Strong amplified spontaneous emission from high quality GaAs_1-xSb_x single quantum well nanowires

Quantum confinement in semiconductor nanowires is of contemporary interest. Enhancing the quantum efficiency of quantum wells in nanowires and minimizing intrinsic absorption are necessary for reducing the threshold of nanowire lasers and are promising for wavelength tunable emitters and detectors. Here, we report on growth and optimization of GaAs_1-xSb_x /Al _1-y Ga_yAs quantum well heterostructures formed radially around pure zinc blende GaAs core nanowires. The emitted photon energy from GaAs_0.89Sb_0.11 quantum well (1.371 eV) is smaller than the GaAs core, thus showing advantages over GaAs/Al_1-yGa_yAs quantum well nanowires in photon emission.

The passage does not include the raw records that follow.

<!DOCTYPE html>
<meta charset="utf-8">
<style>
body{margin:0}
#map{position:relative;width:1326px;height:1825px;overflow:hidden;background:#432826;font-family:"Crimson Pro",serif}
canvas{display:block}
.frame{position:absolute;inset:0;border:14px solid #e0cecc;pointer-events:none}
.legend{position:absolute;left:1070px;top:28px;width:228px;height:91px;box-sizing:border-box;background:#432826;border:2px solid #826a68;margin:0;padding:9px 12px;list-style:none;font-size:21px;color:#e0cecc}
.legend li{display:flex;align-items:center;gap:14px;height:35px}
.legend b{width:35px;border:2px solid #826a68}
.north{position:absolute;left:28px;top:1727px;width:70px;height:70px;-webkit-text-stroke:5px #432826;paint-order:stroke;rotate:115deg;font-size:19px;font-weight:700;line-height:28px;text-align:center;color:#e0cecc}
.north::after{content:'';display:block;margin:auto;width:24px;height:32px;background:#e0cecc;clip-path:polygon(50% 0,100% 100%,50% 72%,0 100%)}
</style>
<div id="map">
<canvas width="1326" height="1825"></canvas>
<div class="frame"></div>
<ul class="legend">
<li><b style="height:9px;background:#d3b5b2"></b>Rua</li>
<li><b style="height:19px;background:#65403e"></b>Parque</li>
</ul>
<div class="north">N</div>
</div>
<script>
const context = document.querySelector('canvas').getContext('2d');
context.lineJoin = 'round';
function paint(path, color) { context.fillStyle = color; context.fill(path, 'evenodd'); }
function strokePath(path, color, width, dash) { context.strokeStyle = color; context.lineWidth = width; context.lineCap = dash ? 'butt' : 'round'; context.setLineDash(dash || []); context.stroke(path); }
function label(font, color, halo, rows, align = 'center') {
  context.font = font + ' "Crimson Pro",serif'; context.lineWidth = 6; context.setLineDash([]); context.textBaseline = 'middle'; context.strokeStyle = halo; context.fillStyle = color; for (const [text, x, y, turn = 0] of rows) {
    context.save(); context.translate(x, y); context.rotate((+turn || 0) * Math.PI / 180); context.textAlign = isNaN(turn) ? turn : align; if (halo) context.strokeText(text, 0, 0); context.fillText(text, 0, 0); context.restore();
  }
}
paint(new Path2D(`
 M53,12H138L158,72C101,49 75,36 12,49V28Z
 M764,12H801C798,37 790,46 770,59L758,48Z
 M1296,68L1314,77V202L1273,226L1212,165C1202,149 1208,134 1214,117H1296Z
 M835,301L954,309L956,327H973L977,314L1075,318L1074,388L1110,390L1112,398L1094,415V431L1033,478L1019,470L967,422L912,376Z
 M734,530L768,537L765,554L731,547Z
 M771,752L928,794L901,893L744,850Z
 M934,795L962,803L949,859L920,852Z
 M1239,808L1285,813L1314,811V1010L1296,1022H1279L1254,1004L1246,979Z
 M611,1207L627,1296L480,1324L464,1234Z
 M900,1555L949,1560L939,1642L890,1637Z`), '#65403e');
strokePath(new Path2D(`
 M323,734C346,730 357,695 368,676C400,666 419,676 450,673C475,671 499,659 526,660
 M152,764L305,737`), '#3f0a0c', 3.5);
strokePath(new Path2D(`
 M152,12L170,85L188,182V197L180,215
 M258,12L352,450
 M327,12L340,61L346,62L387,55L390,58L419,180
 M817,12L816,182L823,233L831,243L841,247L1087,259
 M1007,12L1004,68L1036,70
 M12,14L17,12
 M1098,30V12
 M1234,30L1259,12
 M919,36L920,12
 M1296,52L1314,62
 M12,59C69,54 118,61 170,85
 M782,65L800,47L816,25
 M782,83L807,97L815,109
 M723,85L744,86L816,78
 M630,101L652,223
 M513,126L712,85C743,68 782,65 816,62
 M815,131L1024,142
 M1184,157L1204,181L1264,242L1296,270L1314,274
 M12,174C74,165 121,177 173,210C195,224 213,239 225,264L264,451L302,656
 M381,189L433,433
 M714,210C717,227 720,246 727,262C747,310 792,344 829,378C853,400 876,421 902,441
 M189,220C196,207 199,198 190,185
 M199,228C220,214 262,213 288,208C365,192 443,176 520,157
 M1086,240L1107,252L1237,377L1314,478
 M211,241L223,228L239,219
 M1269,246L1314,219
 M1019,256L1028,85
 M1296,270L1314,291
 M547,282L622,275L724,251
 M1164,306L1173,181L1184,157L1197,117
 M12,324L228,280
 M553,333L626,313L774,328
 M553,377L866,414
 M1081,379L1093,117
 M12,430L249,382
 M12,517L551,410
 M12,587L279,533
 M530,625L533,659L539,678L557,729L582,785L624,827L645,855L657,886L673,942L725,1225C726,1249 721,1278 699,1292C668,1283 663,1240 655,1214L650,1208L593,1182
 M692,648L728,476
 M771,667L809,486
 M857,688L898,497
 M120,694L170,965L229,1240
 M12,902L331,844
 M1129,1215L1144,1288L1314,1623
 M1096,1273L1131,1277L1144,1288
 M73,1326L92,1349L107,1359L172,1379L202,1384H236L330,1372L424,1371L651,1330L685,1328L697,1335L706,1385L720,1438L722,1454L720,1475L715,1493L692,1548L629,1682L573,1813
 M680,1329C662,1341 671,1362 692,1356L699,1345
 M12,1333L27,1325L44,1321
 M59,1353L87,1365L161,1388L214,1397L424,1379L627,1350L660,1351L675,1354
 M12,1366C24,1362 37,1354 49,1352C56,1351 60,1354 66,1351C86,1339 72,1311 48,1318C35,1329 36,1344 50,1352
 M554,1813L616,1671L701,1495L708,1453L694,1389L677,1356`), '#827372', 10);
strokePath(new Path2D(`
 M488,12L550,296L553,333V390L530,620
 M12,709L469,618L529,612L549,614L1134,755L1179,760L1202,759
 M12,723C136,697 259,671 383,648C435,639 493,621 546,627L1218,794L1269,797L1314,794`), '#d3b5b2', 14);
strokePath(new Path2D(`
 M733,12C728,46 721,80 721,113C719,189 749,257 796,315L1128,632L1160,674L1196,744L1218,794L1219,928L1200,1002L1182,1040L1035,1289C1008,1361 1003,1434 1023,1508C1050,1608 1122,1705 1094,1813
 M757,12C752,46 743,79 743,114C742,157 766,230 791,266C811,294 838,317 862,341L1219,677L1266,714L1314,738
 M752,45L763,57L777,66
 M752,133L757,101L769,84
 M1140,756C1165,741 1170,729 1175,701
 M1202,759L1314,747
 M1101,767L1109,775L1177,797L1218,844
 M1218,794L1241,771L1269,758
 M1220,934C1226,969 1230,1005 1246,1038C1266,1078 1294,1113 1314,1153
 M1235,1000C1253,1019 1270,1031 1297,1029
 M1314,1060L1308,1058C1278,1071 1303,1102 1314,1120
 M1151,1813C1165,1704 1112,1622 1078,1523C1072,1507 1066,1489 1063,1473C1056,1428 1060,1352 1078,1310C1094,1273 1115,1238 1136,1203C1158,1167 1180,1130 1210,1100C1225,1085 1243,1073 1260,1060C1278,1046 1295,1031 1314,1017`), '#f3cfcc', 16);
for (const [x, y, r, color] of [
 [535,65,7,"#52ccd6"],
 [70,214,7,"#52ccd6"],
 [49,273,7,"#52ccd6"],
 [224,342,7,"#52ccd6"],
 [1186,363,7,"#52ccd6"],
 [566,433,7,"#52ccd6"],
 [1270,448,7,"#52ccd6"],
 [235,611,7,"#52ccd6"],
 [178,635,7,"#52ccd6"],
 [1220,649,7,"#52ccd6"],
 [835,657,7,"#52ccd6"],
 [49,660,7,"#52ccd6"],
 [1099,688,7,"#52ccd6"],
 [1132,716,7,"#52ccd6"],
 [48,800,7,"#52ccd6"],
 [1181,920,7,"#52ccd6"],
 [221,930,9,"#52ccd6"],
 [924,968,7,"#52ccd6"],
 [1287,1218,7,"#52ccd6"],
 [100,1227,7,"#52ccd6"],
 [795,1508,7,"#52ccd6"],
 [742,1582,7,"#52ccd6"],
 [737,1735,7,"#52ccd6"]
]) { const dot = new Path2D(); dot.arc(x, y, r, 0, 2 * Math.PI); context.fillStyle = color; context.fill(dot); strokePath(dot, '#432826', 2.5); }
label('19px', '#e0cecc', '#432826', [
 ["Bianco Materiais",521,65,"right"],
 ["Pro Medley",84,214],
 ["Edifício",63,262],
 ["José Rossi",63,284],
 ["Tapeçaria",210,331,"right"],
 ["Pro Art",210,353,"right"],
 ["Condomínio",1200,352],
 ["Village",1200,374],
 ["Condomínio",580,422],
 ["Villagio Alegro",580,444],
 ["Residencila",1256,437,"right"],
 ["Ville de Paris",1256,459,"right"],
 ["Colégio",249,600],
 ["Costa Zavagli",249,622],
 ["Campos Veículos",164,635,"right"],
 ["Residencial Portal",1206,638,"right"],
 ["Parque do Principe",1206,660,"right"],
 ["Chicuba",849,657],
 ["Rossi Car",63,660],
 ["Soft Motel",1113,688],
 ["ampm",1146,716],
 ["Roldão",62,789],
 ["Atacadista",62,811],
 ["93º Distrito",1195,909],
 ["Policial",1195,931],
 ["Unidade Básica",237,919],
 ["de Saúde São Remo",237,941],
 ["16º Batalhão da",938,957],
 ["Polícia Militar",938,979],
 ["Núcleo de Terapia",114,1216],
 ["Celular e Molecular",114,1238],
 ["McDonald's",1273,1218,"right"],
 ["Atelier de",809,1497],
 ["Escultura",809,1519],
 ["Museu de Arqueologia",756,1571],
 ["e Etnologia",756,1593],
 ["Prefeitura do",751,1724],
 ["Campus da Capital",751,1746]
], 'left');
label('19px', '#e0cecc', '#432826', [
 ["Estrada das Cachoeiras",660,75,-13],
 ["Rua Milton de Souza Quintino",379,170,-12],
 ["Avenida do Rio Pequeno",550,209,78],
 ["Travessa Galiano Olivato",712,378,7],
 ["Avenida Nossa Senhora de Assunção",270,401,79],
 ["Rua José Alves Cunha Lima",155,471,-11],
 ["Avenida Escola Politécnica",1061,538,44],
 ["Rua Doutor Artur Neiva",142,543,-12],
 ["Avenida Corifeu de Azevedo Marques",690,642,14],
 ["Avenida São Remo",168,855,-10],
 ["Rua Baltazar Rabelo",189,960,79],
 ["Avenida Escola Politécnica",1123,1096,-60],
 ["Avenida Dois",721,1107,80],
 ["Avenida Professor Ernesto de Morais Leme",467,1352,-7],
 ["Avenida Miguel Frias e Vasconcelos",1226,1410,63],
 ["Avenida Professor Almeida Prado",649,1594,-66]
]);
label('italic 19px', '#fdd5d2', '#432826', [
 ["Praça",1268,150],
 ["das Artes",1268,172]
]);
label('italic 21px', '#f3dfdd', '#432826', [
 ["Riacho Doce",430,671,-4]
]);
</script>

The high optical quality quantum well (internal quantum efficiency reaches as high as 90%) is carefully positioned so that the quantum well coincides with the maximum of the transverse electric (TE01) mode intensity profile. The obtained superior optical performance combined with the supported Fabry-Perot (F-P) cavity in the nanowire leads to the strong amplified spontaneous emission (ASE). Detailed studies of the amplified cavity mode are carried out by spatial-spectral photoluminescence (PL) imaging, where emission from nanowire is resolved both spatially and spectrally. Resonant emission is generated at nanowire ends and is polarized perpendicular to the nanowire, in agreement with the simulated polarization characteristics of the TE01 mode in the nanowire. The observation of strong ASE for single QW nanowire at room temperature shows the potential application of GaAs_1-xSb_x QW nanowires as low threshold infrared nanowire lasers.